Task to carry out> Please give an exact printout of the records, without any pictures.

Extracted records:
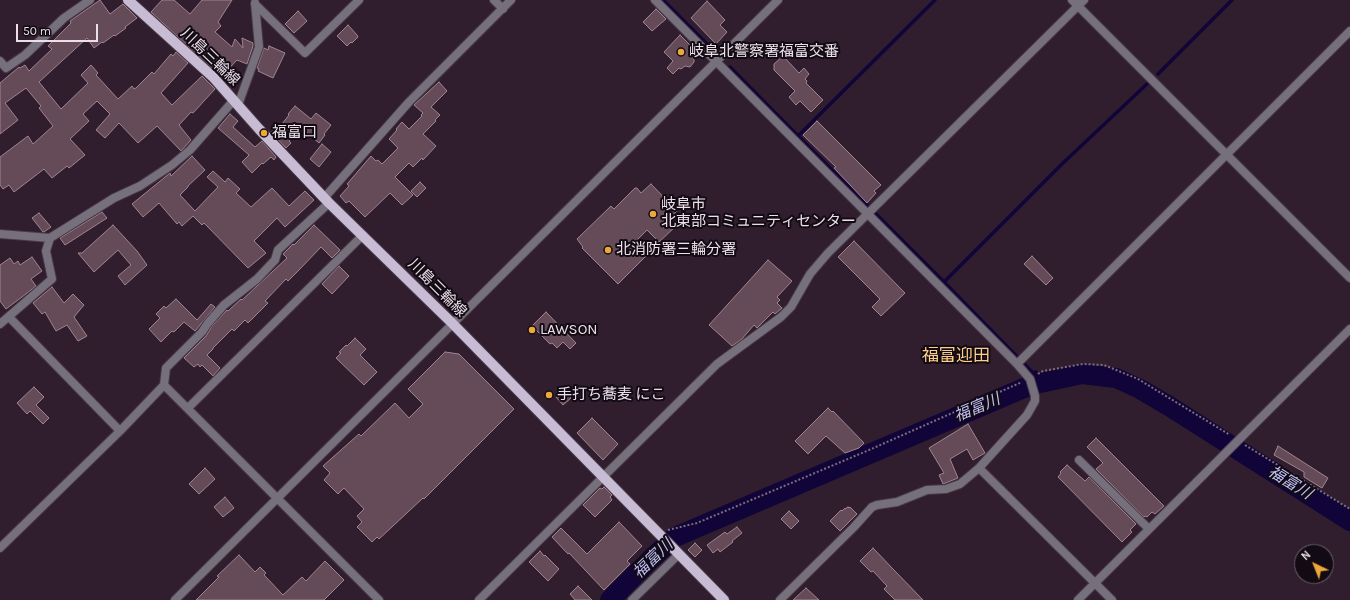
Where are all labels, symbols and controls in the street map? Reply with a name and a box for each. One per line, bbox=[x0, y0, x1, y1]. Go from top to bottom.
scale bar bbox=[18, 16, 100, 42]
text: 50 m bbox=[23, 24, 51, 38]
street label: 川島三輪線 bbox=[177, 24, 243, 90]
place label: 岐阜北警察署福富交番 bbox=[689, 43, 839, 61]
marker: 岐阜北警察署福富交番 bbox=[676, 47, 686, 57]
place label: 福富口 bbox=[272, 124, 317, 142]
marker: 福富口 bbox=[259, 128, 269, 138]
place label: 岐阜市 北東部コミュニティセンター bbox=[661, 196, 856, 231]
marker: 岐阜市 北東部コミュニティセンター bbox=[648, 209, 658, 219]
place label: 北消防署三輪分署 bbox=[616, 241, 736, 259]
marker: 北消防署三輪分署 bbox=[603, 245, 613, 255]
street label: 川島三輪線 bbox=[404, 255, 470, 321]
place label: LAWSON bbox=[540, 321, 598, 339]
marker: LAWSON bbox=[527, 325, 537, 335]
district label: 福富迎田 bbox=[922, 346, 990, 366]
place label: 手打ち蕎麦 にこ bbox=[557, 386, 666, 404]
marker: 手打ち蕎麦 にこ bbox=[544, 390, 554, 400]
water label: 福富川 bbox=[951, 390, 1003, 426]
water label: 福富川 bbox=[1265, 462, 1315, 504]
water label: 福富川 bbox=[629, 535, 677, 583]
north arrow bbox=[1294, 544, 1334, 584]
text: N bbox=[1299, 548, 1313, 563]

Response>
Where are all labels, symbols and controls in the street map? Reply with a name and a box for each. One per line, bbox=[x0, y0, x1, y1]. Go from top to bottom.
scale bar bbox=[18, 16, 100, 42]
text: 50 m bbox=[23, 24, 51, 38]
street label: 川島三輪線 bbox=[177, 24, 243, 90]
place label: 岐阜北警察署福富交番 bbox=[689, 43, 839, 61]
marker: 岐阜北警察署福富交番 bbox=[676, 47, 686, 57]
place label: 福富口 bbox=[272, 124, 317, 142]
marker: 福富口 bbox=[259, 128, 269, 138]
place label: 岐阜市 北東部コミュニティセンター bbox=[661, 196, 856, 231]
marker: 岐阜市 北東部コミュニティセンター bbox=[648, 209, 658, 219]
place label: 北消防署三輪分署 bbox=[616, 241, 736, 259]
marker: 北消防署三輪分署 bbox=[603, 245, 613, 255]
street label: 川島三輪線 bbox=[404, 255, 470, 321]
place label: LAWSON bbox=[540, 321, 598, 339]
marker: LAWSON bbox=[527, 325, 537, 335]
district label: 福富迎田 bbox=[922, 346, 990, 366]
place label: 手打ち蕎麦 にこ bbox=[557, 386, 666, 404]
marker: 手打ち蕎麦 にこ bbox=[544, 390, 554, 400]
water label: 福富川 bbox=[951, 390, 1003, 426]
water label: 福富川 bbox=[1265, 462, 1315, 504]
water label: 福富川 bbox=[629, 535, 677, 583]
north arrow bbox=[1294, 544, 1334, 584]
text: N bbox=[1299, 548, 1313, 563]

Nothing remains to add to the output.